LSU’s Michael Papierski (2) follows through on his three-run home run against Oregon State in the third inning of an NCAA College World Series baseball elimination game in Omaha, Neb., Saturday, June 24, 2017.
This year is no exception.
Here the midweek games count and count big. You pull no punches in what you do to get to the finals, no matter the pitchers you have to use.
So both LSU and Florida, with two of the better staffs on campus, will be scrambling a bit to patch together a rotation for the game’s biggest stage.
LSU ace Alex Lange can start, but not until Wednesday since he pitched Friday.
So LSU’s whole strategy seems to be to win one of the first two games to get to Wednesday.
Jared Poché could probably start tonight — he pitched a gem Wednesday against Florida State.
“If we’re going to do that (hold Lange until Wednesday),” Mainieri said, “the thought was we might as well give Poché five days rest. So he’s going to pitch Tuesday.
“We just have to figure out tomorrow’s game.”

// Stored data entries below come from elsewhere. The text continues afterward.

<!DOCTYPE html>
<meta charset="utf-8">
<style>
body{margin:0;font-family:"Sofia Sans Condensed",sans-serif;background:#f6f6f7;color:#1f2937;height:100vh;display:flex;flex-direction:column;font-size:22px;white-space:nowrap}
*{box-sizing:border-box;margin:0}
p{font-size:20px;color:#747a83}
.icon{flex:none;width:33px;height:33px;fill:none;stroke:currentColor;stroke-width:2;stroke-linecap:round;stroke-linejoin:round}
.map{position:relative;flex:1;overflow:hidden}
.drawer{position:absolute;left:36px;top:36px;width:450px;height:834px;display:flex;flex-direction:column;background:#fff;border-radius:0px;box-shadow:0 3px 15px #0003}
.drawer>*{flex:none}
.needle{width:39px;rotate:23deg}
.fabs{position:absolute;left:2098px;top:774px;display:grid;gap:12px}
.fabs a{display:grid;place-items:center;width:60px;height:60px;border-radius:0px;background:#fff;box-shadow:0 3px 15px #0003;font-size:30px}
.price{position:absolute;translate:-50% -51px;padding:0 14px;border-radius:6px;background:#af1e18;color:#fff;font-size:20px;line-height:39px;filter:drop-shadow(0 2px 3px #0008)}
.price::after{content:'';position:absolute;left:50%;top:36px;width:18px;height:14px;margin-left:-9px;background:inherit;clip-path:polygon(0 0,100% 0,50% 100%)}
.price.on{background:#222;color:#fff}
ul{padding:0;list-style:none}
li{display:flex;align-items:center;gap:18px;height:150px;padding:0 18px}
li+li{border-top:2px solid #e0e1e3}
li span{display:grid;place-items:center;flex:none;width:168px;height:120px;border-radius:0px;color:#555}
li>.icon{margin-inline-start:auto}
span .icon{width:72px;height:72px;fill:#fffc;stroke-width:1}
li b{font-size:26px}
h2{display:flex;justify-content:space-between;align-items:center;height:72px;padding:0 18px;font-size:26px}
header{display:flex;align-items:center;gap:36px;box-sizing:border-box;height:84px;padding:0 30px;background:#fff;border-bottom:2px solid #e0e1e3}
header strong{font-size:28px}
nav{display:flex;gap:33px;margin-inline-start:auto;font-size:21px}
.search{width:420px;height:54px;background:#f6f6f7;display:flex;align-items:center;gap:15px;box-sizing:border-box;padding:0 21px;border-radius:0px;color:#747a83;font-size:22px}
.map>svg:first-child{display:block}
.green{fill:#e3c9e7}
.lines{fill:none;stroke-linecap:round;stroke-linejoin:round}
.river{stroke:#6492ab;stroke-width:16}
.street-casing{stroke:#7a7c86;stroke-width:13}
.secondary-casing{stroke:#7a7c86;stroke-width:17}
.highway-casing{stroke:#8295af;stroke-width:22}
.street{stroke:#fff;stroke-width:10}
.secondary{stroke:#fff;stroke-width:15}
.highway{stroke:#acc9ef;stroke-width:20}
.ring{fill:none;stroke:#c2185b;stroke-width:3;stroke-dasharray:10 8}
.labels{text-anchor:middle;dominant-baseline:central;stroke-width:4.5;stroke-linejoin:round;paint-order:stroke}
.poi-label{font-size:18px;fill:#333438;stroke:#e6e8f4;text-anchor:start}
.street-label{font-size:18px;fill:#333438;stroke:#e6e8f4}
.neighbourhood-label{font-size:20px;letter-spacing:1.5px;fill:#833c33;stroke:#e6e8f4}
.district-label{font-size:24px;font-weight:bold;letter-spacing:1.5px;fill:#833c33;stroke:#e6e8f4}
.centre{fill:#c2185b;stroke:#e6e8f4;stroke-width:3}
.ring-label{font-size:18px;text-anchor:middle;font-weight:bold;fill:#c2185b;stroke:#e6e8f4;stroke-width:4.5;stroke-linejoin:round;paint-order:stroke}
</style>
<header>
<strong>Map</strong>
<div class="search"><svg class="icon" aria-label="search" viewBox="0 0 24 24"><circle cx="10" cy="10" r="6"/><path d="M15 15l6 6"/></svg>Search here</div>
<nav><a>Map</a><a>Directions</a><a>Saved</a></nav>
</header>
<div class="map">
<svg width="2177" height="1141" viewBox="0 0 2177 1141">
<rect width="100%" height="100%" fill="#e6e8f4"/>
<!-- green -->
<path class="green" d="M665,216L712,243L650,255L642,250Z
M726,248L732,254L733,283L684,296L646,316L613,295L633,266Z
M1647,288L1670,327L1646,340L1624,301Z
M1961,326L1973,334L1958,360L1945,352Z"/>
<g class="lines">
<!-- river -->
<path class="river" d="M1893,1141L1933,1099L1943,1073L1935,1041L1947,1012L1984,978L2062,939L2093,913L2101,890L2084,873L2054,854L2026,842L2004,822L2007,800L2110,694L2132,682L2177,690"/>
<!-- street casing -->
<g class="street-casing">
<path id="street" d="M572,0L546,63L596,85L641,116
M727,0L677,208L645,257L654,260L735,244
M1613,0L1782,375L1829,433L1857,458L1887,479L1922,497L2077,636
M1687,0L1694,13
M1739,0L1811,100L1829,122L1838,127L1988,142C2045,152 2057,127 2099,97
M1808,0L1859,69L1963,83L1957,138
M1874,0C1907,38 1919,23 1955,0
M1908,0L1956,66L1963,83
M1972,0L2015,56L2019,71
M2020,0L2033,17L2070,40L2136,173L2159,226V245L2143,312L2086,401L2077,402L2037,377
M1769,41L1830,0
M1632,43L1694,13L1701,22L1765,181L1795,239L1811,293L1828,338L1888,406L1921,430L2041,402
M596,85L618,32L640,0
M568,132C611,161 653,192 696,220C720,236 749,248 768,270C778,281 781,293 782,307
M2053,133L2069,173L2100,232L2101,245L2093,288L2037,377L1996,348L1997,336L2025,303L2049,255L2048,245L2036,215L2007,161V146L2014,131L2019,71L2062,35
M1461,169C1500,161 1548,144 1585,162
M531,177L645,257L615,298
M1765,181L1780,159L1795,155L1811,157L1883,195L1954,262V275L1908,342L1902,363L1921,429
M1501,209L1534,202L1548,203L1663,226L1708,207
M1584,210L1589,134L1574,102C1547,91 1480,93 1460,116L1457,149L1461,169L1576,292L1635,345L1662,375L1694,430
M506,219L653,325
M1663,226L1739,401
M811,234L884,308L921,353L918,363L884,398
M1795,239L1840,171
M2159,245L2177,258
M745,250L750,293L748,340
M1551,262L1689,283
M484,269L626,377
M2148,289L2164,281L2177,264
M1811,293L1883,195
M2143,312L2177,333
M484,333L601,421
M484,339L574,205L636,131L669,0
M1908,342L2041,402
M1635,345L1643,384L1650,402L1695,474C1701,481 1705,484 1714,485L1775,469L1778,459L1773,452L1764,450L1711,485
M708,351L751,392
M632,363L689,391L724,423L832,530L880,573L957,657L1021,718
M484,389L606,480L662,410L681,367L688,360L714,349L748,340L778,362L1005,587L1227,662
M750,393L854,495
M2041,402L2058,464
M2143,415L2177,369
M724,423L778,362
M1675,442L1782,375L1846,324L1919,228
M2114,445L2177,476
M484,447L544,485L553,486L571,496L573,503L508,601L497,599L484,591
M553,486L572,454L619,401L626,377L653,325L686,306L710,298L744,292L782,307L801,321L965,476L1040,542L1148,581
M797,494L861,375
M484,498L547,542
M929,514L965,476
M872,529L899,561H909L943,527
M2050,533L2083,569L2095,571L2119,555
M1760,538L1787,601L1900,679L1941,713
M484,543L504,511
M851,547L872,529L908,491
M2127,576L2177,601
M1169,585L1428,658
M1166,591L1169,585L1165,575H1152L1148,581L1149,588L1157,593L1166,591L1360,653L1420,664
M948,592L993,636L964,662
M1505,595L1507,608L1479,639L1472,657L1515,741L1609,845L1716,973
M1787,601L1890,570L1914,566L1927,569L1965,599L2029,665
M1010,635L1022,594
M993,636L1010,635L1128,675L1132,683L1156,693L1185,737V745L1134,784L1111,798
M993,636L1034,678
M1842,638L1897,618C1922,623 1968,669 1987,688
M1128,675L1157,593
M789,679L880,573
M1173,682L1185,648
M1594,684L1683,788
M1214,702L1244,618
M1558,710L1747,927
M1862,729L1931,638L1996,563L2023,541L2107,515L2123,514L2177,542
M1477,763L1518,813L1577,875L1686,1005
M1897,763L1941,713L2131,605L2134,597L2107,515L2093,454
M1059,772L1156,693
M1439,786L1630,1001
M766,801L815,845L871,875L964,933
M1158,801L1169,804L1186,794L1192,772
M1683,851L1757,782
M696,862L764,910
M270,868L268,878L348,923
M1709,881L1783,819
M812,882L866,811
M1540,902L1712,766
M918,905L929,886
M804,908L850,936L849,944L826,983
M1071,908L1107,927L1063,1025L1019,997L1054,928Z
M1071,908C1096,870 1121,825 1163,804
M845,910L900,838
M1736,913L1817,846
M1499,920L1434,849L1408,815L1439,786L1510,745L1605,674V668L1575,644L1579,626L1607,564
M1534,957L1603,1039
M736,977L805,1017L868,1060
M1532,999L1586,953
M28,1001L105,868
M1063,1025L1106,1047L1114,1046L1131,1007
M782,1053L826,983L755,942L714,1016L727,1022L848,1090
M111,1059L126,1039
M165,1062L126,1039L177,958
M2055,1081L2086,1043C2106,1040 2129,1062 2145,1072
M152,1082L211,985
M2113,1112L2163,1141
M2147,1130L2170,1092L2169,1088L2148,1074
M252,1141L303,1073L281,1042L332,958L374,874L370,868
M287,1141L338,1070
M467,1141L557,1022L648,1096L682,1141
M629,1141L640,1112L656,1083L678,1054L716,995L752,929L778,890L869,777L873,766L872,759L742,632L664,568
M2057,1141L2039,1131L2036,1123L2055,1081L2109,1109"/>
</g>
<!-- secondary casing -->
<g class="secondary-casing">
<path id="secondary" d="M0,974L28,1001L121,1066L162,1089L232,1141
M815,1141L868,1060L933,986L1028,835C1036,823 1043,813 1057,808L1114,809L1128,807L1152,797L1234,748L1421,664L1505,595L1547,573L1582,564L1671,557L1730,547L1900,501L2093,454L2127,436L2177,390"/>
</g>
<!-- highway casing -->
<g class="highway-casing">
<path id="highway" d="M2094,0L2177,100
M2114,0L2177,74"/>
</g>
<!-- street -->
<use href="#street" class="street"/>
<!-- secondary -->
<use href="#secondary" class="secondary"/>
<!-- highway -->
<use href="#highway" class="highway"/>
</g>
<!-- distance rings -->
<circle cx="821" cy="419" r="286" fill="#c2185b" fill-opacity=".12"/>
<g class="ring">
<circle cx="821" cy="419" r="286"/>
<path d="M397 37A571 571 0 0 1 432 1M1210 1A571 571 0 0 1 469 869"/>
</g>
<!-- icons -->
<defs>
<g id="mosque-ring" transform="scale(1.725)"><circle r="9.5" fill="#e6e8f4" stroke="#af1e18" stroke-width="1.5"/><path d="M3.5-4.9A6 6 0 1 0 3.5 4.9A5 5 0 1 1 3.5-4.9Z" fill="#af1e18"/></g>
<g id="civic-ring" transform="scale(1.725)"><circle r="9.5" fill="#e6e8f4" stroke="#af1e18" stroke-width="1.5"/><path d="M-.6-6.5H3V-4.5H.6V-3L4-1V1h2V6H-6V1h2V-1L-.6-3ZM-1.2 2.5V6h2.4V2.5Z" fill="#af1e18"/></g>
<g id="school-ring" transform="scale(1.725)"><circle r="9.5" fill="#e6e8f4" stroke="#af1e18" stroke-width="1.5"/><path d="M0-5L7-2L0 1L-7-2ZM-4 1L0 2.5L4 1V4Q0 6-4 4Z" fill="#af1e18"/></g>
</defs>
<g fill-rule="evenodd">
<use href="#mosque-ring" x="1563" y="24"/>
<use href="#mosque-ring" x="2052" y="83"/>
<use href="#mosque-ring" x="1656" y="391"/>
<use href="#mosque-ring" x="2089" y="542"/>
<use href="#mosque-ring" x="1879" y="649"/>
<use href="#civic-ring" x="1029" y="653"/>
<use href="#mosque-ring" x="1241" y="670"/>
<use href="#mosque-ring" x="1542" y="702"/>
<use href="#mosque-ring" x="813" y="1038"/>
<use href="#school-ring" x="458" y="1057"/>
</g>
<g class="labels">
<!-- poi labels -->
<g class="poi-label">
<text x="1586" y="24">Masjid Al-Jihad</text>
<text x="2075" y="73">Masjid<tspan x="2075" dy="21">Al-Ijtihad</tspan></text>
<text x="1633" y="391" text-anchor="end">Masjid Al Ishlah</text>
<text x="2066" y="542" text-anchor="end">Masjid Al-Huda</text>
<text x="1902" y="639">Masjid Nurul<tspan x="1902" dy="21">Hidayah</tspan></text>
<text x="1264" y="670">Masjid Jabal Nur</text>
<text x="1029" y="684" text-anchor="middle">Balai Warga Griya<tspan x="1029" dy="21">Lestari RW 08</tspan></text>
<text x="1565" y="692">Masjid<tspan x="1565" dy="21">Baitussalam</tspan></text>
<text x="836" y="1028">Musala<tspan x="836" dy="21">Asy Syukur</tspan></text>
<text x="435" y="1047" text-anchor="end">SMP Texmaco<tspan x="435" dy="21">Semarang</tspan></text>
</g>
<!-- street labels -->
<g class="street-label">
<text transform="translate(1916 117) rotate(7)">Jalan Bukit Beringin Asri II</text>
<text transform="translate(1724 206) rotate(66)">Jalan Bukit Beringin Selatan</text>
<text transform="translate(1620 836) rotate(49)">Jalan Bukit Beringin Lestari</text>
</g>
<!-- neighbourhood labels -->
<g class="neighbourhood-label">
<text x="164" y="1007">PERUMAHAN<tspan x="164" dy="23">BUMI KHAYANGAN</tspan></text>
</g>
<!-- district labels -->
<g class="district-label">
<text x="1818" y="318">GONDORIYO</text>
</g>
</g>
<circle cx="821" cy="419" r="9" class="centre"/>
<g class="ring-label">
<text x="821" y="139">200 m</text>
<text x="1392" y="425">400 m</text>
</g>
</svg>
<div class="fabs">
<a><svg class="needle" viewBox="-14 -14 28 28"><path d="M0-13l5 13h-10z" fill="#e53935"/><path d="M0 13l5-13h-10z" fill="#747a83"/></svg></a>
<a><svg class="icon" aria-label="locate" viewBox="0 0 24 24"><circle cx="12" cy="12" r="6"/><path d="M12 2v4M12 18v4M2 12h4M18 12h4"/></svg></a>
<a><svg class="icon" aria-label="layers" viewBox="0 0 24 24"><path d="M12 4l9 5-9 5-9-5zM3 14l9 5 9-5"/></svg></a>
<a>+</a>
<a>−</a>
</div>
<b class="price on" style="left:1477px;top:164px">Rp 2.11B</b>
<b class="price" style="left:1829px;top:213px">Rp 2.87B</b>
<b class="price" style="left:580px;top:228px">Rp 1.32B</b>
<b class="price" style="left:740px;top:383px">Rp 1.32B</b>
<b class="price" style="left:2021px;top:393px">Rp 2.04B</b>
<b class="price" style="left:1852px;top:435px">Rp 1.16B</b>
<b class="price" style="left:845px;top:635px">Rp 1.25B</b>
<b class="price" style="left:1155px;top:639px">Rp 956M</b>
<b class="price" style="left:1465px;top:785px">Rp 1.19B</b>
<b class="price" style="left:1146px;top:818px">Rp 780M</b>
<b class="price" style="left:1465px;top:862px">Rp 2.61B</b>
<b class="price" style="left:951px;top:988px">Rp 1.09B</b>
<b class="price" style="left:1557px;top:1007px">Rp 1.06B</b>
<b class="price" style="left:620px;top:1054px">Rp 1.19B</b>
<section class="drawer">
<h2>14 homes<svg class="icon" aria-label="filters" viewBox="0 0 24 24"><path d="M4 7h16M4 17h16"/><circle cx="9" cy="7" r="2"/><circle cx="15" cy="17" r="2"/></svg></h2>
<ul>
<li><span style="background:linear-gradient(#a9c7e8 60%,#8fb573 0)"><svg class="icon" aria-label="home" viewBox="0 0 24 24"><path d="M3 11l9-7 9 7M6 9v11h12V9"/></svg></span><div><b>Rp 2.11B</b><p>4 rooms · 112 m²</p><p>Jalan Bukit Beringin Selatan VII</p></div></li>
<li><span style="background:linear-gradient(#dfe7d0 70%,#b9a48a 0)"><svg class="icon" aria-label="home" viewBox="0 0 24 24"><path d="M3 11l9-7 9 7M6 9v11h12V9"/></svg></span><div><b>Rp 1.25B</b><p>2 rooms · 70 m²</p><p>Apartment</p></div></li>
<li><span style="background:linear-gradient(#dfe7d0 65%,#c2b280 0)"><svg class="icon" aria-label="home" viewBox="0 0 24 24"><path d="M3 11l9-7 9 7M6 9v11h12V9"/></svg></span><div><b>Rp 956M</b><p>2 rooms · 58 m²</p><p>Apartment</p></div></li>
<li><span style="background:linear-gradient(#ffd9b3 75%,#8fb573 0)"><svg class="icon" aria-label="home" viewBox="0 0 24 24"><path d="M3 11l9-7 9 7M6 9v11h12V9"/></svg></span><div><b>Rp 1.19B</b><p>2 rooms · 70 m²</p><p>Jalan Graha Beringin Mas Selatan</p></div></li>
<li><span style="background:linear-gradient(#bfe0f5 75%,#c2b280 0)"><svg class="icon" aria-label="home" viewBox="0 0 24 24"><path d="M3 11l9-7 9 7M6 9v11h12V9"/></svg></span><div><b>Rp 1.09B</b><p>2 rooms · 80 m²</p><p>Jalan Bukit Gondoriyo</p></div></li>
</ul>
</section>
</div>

It sounds almost like they are conceding it.
The Tigers will start somebody named Russell Reynolds with the Gators countering with future first-round pick Brady Singer, who held LSU to one run in a complete-game victory in March.
Reynolds figures to be just the start of a steady stream of hopefuls from the bullpen, the famed “Johnny Wholestaff” approach.
On paper, it’s a pitching mis-match. But they will still play the game — and the tables could turn after Monday.
LSU got a big break when Florida was stretched into a second semifinal game against TCU, which on Saturday forced the Gators to use ace Alex Faedo, the No. 18 overall pick in the recent Major League draft. He beat LSU 1-0 in March
If he pitches at all in this series, it would be for just an inning or two, and not until Wednesday.
After Singer starts Monday, O’Sullivan isn’t sure what he will do either. He might even start his closer, Michael Byrne on Tuesday.
It would do LSU well to at least lure him out of the bullpen tonight.
But the chess pieces are moving. Grab some popcorn.